RECOMMENDED, that defendant be found not competent, to stand trial, and it is further

RECOMMENDED, that if the District Judge finds that the defendant is not competent, he be entrusted to the custody of the Attorney General pursuant to 18 U.S.C. § 4241(d), for hospitalization for treatment in a suitable facility for a duration not to exceed four months to determine whether there is a substantial probability that in the foreseeable future, defendant will attain the capacity to permit the proceedings to go forward; and that at the end of that time, the Attorney General return the defendant to the custody of the United States Marshal, who will then bring the defendant back before the court for re-examination of his competency pursuant to the statute, and it is

ORDERED, that due to the sensitive nature of the information contained in the report of Dr. DiMisa, that the report remain under seal, and it is further

ORDERED, that all the time associated with the competency examination and treatment be excluded for purposes of any Speedy Trial Act computation in this matter, pursuant to 18 U.S.C. § 3161(h)(1)(A), and it is further

ORDERED, that the Clerk coordinate with the United States Marshal to serve defendant with this Order and Report-Recommendation by delivering a copy to defendant personally.

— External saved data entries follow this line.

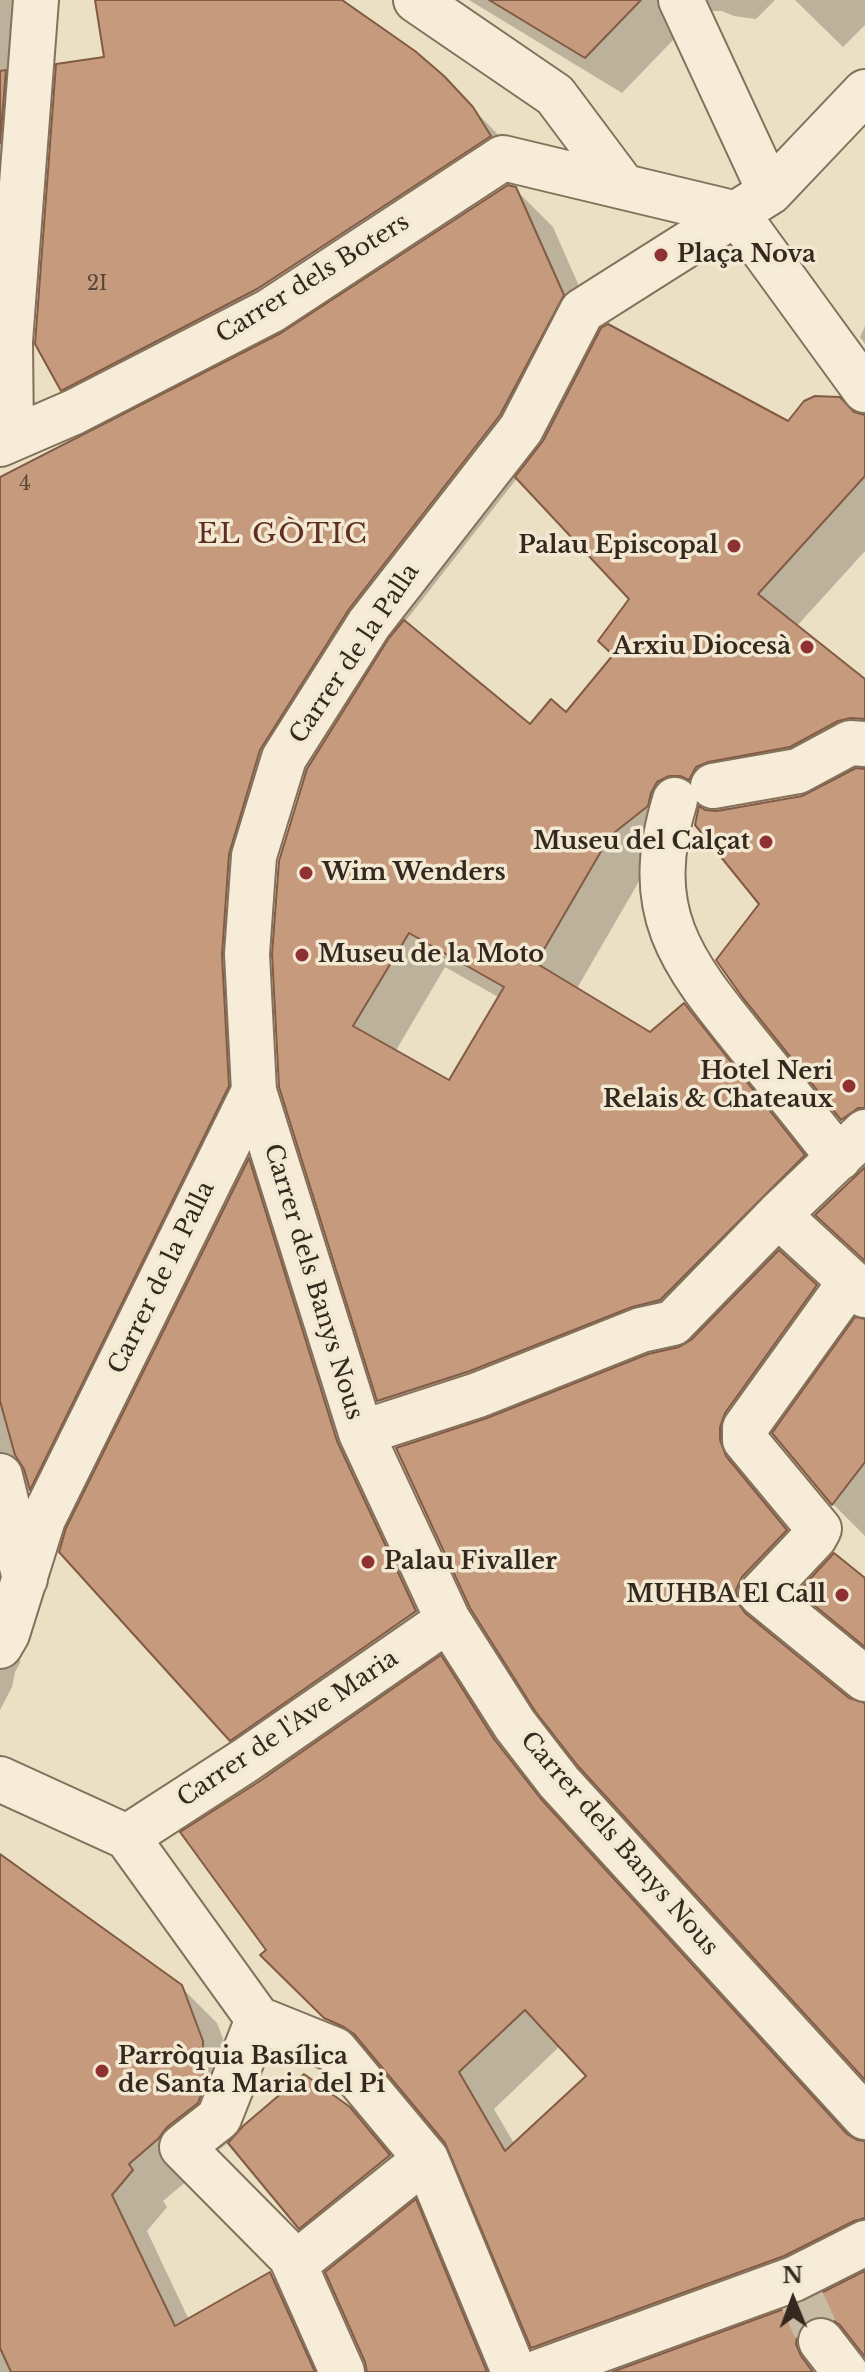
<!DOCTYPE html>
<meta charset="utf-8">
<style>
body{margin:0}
#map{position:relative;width:865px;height:2372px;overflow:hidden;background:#ebdfc4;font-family:"Libre Baskerville",serif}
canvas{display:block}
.north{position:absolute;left:753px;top:2260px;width:80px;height:80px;-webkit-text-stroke:6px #f3e9d3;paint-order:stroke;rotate:359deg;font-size:22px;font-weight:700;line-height:32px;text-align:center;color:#35291f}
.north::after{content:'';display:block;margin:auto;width:28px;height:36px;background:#35291f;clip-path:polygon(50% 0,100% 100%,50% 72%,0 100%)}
</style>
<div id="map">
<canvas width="865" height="2372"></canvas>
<div class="north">N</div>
</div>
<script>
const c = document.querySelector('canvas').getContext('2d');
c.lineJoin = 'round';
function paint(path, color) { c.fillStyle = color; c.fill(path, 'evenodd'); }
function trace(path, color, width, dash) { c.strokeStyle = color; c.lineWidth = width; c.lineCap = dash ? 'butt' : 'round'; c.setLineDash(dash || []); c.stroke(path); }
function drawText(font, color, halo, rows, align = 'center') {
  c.font = font + ' "Libre Baskerville",serif'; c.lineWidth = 7; c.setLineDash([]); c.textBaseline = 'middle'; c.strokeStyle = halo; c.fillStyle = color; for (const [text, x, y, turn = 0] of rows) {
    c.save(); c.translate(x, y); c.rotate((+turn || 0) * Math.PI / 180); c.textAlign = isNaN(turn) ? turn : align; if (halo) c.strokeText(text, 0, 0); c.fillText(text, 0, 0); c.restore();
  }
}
const shadow = new Path2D(`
 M0 0H22L0 399Z
 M97 0H338L447 82 509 146 526 173 506 186 515 189 553 227 600 334 789 424 854 414 865 416V551L796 627 865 681V761L845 772 846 775 865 770V1141L843 1119 725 970 761 904 699 814 693 818 645 871 576 990 650 1035 684 1006 720 1041 840 1193 865 1169V1261L817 1214 779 1252 853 1324 865 1321V1536L833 1504 773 1431 760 1449 755 1478 761 1494 823 1568 865 1581V1651L836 1627 799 1590 778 1613 771 1626 772 1638 848 1700 865 1705V2077L488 1420 680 1349 700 1334 668 1342 415 1436 379 1400 281 1086 306 774 297 788 266 892 265 1124 248 1160 283 1196 450 1647 438 1655 476 1693 529 1777 575 1836 853 2140 865 2143V2268L820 2291 598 2372H558L533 2347 447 2142 379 2061 362 2054 263 1955 269 1951V1777L231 1739 69 1526 33 1490 21 1494 27 1581 20 1663 15 1672 12 1687 0 1710V480L101 428 62 389 106 59ZM518 477 632 599 615 656 566 715 530 727 404 623ZM834 781 803 798 727 811 732 803 745 796ZM445 967 500 998 450 1083 395 1052ZM561 2045 589 2076 515 2145 494 2109Z
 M469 0H775L756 19 734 16 722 11H701L622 93Z
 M795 0H865V25L843 47Z
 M865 326V344L860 337Z
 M0 1856 181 1987 217 2023 238 2079 239 2124 233 2139 349 2109 388 2148 427 2194 416 2203 451 2237 506 2372H368L337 2265 300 2228 229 2142 202 2163 194 2175 163 2201 167 2207 147 2231 189 2320 270 2275 306 2310 333 2372H0Z
 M865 2273V2354L853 2351 832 2372H617L806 2303Z`);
const building = new Path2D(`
 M95 0H342L415 51 444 76 473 107 491 136 257 289 61 391 35 344 56 64 104 57Z
 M489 0H641L585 58Z
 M6 70 0 143V71Z
 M508 185 516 187 564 295 500 415 349 609 260 750 229 854 222 955 229 1086 30 1490 24 1469 15 1455 0 1401V477L281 333Z
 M608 324 788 421 804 401 815 396 840 397 854 412 865 415V476L758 594 865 679V719L851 718 838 721 790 747 708 762 696 767 689 780 680 776H669L657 782 651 793 648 806 610 836 536 963 650 1032 684 1003 805 1155 660 1300 632 1307 470 1371 377 1401 279 1087 272 954 279 861 307 769 389 638 404 620 530 724 551 699 566 712 613 655 598 641 629 599 515 477 543 441 601 328ZM409 933 504 987 449 1080 353 1026Z
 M856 768 865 769V1108H858L841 1120 743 998 716 960 759 904 695 825 699 806 705 810 717 811 802 796Z
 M249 1158 337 1441 416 1611 230 1741 59 1552 66 1528Z
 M865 1167V1261L815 1215Z
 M779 1250 817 1285 725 1413 720 1427V1440L726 1456 787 1530 742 1577 736 1590 738 1603 745 1613 849 1698 865 1703V2080L578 1766 535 1711 470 1608 396 1448 487 1418 648 1354 679 1347 691 1340Z
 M855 1317 865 1319V1462L832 1505 772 1433Z
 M834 1553 865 1578V1647L798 1592Z
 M441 1655 494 1739 541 1799 847 2134 857 2140 865 2141V2218L854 2221 784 2256 531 2348 445 2143 354 2034 344 2027 324 2018 260 1955 266 1950 180 1832 260 1781ZM525 2010 586 2076 505 2151 459 2072Z
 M0 1854 182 1985 203 2041 204 2087 198 2103 167 2127 158 2139 129 2164 133 2170 112 2195 175 2326 270 2272 315 2372H11L0 2348Z
 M304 2074 350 2107 390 2155 299 2229 228 2143 243 2126Z
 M416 2199 487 2372H367L365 2362 325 2272Z
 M865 2271V2357L840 2325 830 2318 818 2316 805 2322 798 2332 796 2344 801 2356 813 2372H612L803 2302Z`);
const streetTunnel = new Path2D(`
 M797 2289 821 2341`);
const street = new Path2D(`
 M416 0 555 95 623 186
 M681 0 770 192
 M11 439 10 341 36 0
 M0 444 74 412 270 311 503 158 737 214 865 390
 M713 786 798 771 850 743 865 744
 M675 800C641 912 680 960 747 1043 778 1081 808 1119 839 1158
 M254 1091 361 1433 448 1620 515 1725 559 1782 865 2117
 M778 1215 865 1295
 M850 1282 745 1428V1440L819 1529 814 1538 761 1594 865 1679
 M361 1433 478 1395 641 1330 673 1323 778 1215 865 1132
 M0 1476 25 1579
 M0 1646 7 1634 43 1519 254 1091 247 954 254 856 284 758 369 624 521 429 582 311 770 192 865 92
 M0 1779 127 1837 258 2019 335 2050 426 2159 514 2372
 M127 1837 246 1760 448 1620
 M258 2019 219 2118 182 2147 291 2257 342 2372
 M295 2264 426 2159
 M821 2341 845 2372
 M539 2372 794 2279 865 2243`);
const markers = [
 [661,255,8,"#8f3032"],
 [734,546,8,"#8f3032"],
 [807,647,8,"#8f3032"],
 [766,842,8,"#8f3032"],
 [306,873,8,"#8f3032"],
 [302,955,8,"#8f3032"],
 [849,1086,8,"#8f3032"],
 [368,1562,8,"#8f3032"],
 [842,1595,8,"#8f3032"],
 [102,2071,8,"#8f3032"]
];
const numberNames = [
 ["2I",97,284],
 ["4",25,484]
];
const poiNames = [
 ["Plaça Nova",677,255],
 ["Palau Episcopal",718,546,"right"],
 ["Arxiu Diocesà",791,647,"right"],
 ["Museu del Calçat",750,842,"right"],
 ["Wim Wenders",322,873],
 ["Museu de la Moto",318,955],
 ["Hotel Neri",833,1072,"right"],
 ["Relais & Chateaux",833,1100,"right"],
 ["Palau Fivaller",384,1562],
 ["MUHBA El Call",826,1595,"right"],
 ["Parròquia Basílica",118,2057],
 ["de Santa Maria del Pi",118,2085]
];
const streetNames = [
 ["Carrer dels Boters",313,279,-32],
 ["Carrer de la Palla",355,654,-56],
 ["Carrer de la Palla",162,1278,-64],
 ["Carrer dels Banys Nous",313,1282,73],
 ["Carrer de l'Ave Maria",288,1729,-34],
 ["Carrer dels Banys Nous",619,1844,49]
];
const quarterNames = [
 ["EL GÒTIC",283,535]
];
paint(shadow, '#0003');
paint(building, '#c69a7d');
trace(building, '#825b44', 2);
trace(streetTunnel, '#c7bba3', 44, [44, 22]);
trace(street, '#84715c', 48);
trace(street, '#f6ecd7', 44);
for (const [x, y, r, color] of markers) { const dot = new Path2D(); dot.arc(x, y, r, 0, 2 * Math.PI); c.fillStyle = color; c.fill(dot); trace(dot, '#f3e9d3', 3); }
drawText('20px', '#594536', null, numberNames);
drawText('bold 24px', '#35291f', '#f3e9d3', poiNames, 'left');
drawText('24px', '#35291f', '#f3e9d3', streetNames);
c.letterSpacing = '2px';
drawText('28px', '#5f2d21', '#f3e9d3', quarterNames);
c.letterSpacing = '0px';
</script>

Pursuant to 28 U.S.C. § 636(b)(1) and Local Rule 72.1(c), the parties have fourteen days within which to file written objections to the foregoing report. Such objections shall be filed with the Clerk of the Court. FAILURE TO OBJECT TO THIS REPORT WITHIN FOURTEEN DAYS WILL PRECLUDE APPELLATE REVIEW. Roldan v. Racette, 984 F.2d 85, 89 (2d Cir. 1993) (citing Small v. Secretary of Health and Human Services, 892 F.2d 15 (2d Cir. 1989)); 28 U.S.C. § 636(b)(1); Fed.R.Civ.P. 6(a), 6(e), 72.